# Emergency prolaspe help needed!!!!!



## luvzmybabz (Sep 8, 2008)

My friend is at another goat friends house trying to help but does not know about prolapses and nneither do I. I am trying to get picture unzipped so I can upload it but if anyone can help please call 405-919-6634 and talk to MISTI. Pygmy goat loos to be just under 2 by teeth bought bred does not know due date.
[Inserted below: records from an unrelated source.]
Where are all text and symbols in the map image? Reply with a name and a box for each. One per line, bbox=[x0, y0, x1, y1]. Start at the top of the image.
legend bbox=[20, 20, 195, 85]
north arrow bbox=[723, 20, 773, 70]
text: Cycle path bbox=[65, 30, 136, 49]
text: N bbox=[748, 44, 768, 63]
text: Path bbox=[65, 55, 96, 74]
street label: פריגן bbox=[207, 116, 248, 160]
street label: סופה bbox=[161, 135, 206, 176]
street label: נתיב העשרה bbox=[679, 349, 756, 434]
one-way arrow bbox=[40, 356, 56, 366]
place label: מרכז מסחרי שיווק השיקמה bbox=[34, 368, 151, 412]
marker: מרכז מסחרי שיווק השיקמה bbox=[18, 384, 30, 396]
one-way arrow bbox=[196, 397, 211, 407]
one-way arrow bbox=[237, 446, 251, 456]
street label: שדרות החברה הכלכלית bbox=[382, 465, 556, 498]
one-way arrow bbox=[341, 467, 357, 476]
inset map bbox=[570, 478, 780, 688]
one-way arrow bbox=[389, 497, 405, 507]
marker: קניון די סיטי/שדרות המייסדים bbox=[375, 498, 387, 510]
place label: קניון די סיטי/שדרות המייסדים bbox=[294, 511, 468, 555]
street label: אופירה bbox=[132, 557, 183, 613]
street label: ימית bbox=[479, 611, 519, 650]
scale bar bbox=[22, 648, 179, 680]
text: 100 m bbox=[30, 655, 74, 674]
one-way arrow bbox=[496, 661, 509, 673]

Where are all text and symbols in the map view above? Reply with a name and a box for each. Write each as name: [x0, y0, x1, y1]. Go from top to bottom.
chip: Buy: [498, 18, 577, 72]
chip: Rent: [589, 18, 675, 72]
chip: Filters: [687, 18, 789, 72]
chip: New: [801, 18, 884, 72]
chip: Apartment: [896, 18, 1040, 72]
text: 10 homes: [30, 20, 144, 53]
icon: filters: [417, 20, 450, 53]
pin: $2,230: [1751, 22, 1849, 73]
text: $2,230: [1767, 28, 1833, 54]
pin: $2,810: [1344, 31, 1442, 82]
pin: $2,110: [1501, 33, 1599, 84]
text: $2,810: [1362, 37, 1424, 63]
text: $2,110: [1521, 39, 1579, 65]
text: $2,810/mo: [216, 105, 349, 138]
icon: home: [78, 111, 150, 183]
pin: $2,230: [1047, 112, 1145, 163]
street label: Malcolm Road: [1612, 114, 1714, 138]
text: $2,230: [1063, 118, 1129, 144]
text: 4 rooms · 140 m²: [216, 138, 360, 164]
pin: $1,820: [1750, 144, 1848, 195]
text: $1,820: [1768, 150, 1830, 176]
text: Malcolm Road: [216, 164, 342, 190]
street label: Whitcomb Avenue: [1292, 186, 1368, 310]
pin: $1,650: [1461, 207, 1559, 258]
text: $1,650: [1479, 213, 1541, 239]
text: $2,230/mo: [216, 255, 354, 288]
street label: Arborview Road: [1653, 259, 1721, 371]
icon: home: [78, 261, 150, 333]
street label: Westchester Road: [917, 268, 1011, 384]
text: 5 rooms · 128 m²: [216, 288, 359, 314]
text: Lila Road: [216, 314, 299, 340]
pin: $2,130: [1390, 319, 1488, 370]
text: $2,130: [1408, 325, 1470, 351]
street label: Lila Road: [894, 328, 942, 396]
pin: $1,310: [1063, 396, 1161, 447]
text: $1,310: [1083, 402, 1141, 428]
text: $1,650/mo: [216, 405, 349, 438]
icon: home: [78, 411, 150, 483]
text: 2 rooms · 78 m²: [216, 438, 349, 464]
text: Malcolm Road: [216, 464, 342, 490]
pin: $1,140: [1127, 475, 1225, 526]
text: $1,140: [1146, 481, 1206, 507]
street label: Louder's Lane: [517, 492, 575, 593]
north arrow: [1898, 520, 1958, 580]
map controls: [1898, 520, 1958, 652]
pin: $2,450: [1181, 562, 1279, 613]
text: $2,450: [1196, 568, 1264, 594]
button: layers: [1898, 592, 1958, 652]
Was pushing earlier then seemed to stop when my friend wet to check udder goat laid down and started to push and fresh blood was coming from center of prolapse. Got it to uploqad sorry so big!


----------



## shiandpete.1 (Aug 13, 2008)

Looks like vet time to me! Wish I had more to tell you.


----------



## chamoisee (May 15, 2005)

Yep, vet time.


----------



## myheaven (Apr 14, 2006)

I third the vet. Only way to save this girl


----------



## ShyAnne (Jun 18, 2008)

I hope all turns out well for your friends doe luvz!


----------



## betsy h. (Sep 28, 2008)

VET! NOW! This looks like a stuck kid in there and pushing for a long time!


----------



## deafgoatlady (Sep 5, 2007)

Wash it off and look closer. It looks like the baby is stuck in there. Call the vet. When is she due???


----------



## wintrrwolf (Sep 29, 2009)

yes if they are going to try to save the uterus wash it off, call vet. The kid(s) are probable gone already  if she is birthing.
Had a cat once that had 3 kittens and then her uterus collapsed closing off the birth canal, the final and largest kitten died inside. She ended up having a hysterectomy with removal of dead kitten and 60% blood transfusion.


----------



## jordan (Nov 29, 2006)

I had a doe that prolapsed during the last month of 3 different pregnancies, she never had a problem delivering and the prolapse went away immediately after birthing. It was about the size of a baseball (on an ND) and much larger than what you have pictured, I rinsed it off every day to keep it clean and moist. I knew the exact due date on her though... She delivered healthy triplets or quads each time.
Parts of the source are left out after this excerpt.